Pentaquark as a ${\mathit{NK}}^{*}$ bound state with $T{J}^P=0{\frac{3}{2}}^{-}$

We have investigated negative-parity $\mathit{uudd}\overline{s}$ pentaquarks by employing a quark model with the meson exchange and the effective gluon exchange as qq and $q\overline{q}$ interactions. The system of five quarks is dynamically solved; the qq and $q\overline{q}$ correlations are taken into account in the wave function. The masses of the pentaquarks are found to be reasonably low. It is found that the lowest-mass state is $T{J}^P=0{\frac{1}{2}}^{-}$ and the next lowest one is $0{\frac{3}{2}}^{-}$. The former is reported to have a large width.
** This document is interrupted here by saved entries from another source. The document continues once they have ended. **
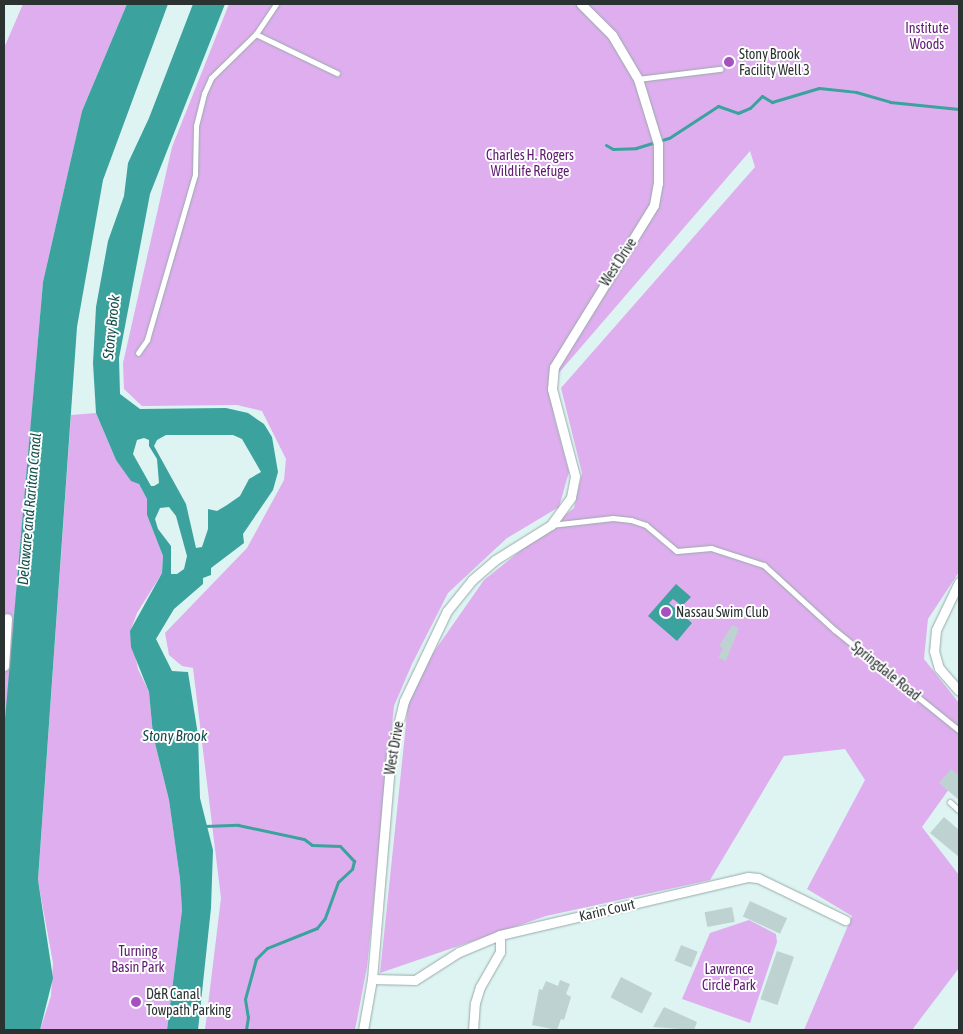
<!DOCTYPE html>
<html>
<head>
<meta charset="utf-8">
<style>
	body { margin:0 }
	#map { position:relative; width:963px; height:1034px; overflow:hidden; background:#def4f2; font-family:"Asap Condensed",sans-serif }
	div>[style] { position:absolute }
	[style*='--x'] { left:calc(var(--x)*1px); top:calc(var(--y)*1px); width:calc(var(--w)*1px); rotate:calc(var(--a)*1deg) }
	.green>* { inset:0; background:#deaeee }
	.water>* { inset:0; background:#3ba29e }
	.stream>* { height:3px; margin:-1.5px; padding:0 1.5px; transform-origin:1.5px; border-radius:1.5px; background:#3ba29e }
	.building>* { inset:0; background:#bed3d1; transform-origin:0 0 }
	.roads { filter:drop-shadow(0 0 1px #96aba9) drop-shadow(0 0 1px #96aba9) }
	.service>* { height:4.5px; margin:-2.25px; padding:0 2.25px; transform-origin:2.25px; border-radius:2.25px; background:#fff }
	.minor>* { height:9px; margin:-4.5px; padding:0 4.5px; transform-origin:4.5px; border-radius:4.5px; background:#fff }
	.dots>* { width:14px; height:14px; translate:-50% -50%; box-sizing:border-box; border:2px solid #fff; border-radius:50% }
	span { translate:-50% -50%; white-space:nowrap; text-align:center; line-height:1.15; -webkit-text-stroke:4px #fff; paint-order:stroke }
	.park-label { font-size:14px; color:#5e1b71 }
	.poi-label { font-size:14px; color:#2b3332 }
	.left { translate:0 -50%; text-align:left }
	.street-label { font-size:14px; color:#2b3332 }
	.water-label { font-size:15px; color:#134f4d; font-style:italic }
	.frame { position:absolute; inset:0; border:5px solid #2b3332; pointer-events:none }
</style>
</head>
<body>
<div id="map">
	<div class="green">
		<div style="clip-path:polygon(23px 4px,127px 4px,82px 111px,43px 282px,4px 740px,4px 48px)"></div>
		<div style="clip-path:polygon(229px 4px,959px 4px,959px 572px,928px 619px,924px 659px,959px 703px,959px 775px,922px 827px,959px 875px,959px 968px,912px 1030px,804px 1030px,852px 916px,807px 889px,865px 780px,845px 749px,784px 756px,710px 880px,546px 916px,380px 973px,410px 686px,484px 580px,574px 508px,582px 473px,561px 388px,755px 167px,750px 151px,551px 382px,554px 416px,569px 472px,559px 507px,507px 538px,448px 593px,412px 664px,394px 706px,367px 967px,355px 1030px,205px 1030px,221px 898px,193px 668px,182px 666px,169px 655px,165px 633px,247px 548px,284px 480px,286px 459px,262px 411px,237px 405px,142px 406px,124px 389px,123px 363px,172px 147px)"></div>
		<div style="clip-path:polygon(96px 413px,116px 460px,139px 484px,147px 499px,147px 515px,163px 556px,162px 573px,137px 613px,130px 632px,138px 669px,149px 692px,153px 735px,169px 800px,180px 879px,182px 910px,167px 1030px,40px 1030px,51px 996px,53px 963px,38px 881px,71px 415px)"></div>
		<div style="clip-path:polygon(749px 920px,776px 934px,777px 942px,750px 1023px,682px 999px,710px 933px)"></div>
	</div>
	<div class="water">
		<div style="clip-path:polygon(127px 4px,168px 4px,103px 180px,77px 327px,38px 880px,53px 978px,40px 1030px,4px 1030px,4px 731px,43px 282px,82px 111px)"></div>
		<div style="clip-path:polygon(evenodd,193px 4px,225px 4px,150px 194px,119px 358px,120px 394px,140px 409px,226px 408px,248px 413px,264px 424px,272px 437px,278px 472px,273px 490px,243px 534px,244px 543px,211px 568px,211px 575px,203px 578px,203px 584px,174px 609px,156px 639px,172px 671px,188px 672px,198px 735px,200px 798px,213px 850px,211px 908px,198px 1030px,167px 1030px,182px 910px,180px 879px,169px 800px,153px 735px,149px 692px,131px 647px,130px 631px,162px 573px,163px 556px,147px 515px,147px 499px,139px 484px,131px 481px,116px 460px,96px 413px,93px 363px,96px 307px,108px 241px,124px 196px,128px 163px,149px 118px,193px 4px,166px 435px,233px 435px,242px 439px,261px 472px,249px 479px,240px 496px,227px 505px,217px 511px,208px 509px,208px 529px,202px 547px,196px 548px,186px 504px,154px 446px,157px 440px,166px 435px,193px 4px,144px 438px,149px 440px,149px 446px,157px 459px,159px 483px,154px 486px,151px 486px,133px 454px,137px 440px,144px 438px,193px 4px,169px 507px,176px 516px,187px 556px,184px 569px,177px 574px,171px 574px,171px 546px,158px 529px,155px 519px,160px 508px,169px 507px)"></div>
		<div style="clip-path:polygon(676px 584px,691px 597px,682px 606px,673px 599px,669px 603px,692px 623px,677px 641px,648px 616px)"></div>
	</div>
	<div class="stream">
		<div style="--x:606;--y:145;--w:8;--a:30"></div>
		<div style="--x:613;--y:149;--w:23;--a:-2"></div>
		<div style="--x:636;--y:148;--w:34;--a:-17"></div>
		<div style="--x:669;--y:138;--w:59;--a:-33.1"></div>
		<div style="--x:718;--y:106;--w:21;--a:19"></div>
		<div style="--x:738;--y:113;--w:13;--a:-23"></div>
		<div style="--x:750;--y:108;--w:17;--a:-45"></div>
		<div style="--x:762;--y:96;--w:12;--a:31"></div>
		<div style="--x:772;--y:102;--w:49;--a:-16.6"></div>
		<div style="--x:819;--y:88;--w:37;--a:6"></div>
		<div style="--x:856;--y:92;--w:35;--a:16"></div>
		<div style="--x:890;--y:102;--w:69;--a:5.8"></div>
		<div style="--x:204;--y:826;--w:34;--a:-2"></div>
		<div style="--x:238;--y:825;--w:67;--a:12"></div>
		<div style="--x:304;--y:839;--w:10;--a:37"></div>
		<div style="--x:312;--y:845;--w:28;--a:2"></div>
		<div style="--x:340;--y:846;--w:21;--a:47"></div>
		<div style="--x:354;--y:861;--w:8;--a:104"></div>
		<div style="--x:352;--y:869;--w:19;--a:137"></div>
		<div style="--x:338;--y:882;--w:38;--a:110"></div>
		<div style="--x:325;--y:918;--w:13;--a:129"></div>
		<div style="--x:317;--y:928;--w:54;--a:158.2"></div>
		<div style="--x:267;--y:948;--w:16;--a:135"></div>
		<div style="--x:256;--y:959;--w:41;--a:105.4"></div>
		<div style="--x:245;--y:999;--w:18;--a:81"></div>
		<div style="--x:248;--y:1017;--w:13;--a:99"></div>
	</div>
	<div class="building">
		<div style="clip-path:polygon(732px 625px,739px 628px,726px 661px,718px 658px,723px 648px,719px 646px)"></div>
		<div style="clip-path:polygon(951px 769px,959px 775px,959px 800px,939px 783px)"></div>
		<div style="clip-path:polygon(944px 817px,959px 830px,959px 857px,930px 833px)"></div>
		<div style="left:750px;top:901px;width:41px;height:17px;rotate:25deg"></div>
		<div style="left:732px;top:907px;width:15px;height:28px;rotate:79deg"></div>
		<div style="left:681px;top:945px;width:18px;height:17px;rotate:22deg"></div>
		<div style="left:777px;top:951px;width:18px;height:51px;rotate:19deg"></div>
		<div style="left:621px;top:977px;width:35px;height:23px;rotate:27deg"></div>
		<div style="clip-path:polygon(560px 980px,570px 984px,566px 994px,571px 997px,564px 1020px,561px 1019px,557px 1030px,532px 1025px,539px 989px,542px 990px,546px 981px,558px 986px)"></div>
		<div style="clip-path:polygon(664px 1007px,697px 1022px,694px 1030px,653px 1027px)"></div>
	</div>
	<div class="roads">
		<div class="service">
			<div style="--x:256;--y:34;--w:90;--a:25.7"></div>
			<div style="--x:638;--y:79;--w:83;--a:-7"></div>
			<div style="--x:138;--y:353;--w:16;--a:-55"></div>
			<div style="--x:147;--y:340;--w:172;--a:-73.8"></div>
			<div style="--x:195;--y:175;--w:49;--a:-88.8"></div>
			<div style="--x:196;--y:126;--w:33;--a:-76"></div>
			<div style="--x:204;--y:94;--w:17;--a:-66"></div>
			<div style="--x:211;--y:78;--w:63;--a:-44.4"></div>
			<div style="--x:256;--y:34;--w:36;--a:-56"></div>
			<div style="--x:551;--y:525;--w:62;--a:-6.4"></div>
			<div style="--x:613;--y:518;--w:18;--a:6"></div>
			<div style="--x:631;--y:520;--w:16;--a:18"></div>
			<div style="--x:646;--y:525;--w:40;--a:40"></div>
			<div style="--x:677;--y:551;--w:34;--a:-5"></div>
			<div style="--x:711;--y:548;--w:56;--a:17.8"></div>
			<div style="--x:764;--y:565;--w:96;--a:42.5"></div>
			<div style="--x:835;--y:630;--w:159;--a:38.9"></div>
			<div style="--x:950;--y:802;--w:12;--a:42"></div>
		</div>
		<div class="minor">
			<div style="--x:959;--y:582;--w:53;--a:115.6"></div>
			<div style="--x:936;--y:630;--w:21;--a:95"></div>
			<div style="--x:934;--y:651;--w:18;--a:74"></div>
			<div style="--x:939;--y:668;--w:30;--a:49"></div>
			<div style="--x:4;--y:666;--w:48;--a:-86.4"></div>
			<div style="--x:372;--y:979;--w:43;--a:1.3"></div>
			<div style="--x:415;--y:980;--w:52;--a:-32.5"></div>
			<div style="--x:459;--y:952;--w:44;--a:-22.5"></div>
			<div style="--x:500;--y:935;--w:255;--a:-13.2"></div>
			<div style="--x:748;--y:877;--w:10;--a:6"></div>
			<div style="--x:758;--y:878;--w:97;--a:25.8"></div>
			<div style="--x:363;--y:1030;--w:52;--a:-80"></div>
			<div style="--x:372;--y:979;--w:227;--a:-85.2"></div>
			<div style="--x:391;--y:753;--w:54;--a:-76"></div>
			<div style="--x:404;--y:701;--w:100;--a:-64.5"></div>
			<div style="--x:447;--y:611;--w:40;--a:-51"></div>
			<div style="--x:472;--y:580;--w:30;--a:-41"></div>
			<div style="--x:495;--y:560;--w:66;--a:-32"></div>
			<div style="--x:551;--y:525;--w:34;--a:-54"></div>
			<div style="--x:571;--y:497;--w:21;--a:-79"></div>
			<div style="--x:575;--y:476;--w:90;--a:-104.8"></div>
			<div style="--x:552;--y:389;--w:22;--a:-85"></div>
			<div style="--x:554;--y:367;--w:190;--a:-58.3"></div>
			<div style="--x:654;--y:205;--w:22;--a:-80"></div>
			<div style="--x:658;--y:183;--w:39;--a:-90"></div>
			<div style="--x:658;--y:144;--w:68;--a:-107.1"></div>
			<div style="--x:638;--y:79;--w:51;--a:-120.6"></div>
			<div style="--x:612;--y:35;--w:44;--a:-135"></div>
			<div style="--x:473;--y:1030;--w:27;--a:-86"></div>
			<div style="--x:475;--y:1003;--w:17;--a:-73"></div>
			<div style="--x:480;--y:987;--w:40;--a:-60.3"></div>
			<div style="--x:500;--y:952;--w:17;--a:-90"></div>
		</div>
	</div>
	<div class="dots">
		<div style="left:729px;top:62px;background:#a551bf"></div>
		<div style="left:666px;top:612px;background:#a551bf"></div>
		<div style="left:136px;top:1002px;background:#a551bf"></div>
	</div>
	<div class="park-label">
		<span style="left:927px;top:36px">Institute<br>Woods</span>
		<span style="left:530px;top:163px">Charles H. Rogers<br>Wildlife Refuge</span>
		<span style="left:138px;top:959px">Turning<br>Basin Park</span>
		<span style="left:729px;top:977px">Lawrence<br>Circle Park</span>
	</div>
	<div class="poi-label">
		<span class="left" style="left:739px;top:62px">Stony Brook<br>Facility Well 3</span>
		<span class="left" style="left:676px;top:612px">Nassau Swim Club</span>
		<span class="left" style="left:146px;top:1002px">D&amp;R Canal<br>Towpath Parking</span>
	</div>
	<div class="street-label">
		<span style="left:618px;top:262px;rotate:-57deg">West Drive</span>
		<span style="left:886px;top:671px;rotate:39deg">Springdale Road</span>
		<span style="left:394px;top:748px;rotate:-80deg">West Drive</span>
		<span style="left:607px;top:910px;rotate:-13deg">Karin Court</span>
	</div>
	<div class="water-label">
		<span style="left:111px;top:327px;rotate:-84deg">Stony Brook</span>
		<span style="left:29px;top:509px;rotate:-85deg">Delaware and Raritan Canal</span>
		<span style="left:175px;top:736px">Stony Brook</span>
	</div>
	<div class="frame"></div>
</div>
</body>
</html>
We argue that the observed narrow peak corresponds to the latter state. It is still necessary to introduce an extra attraction to reduce the mass further by 140–280 MeV to reproduce the observed ${\Theta }^{+}$ mass. Since their level splitting is less than 80 MeV, the lower level will not become a bound state below the NK threshold even after such an attraction is introduced. It is also found that the relative distance of two quarks with the attractive interaction is found to be by about 1.2–1.3 times closer than that of the repulsive one. The two-body correlation seems important in the pentaquark systems.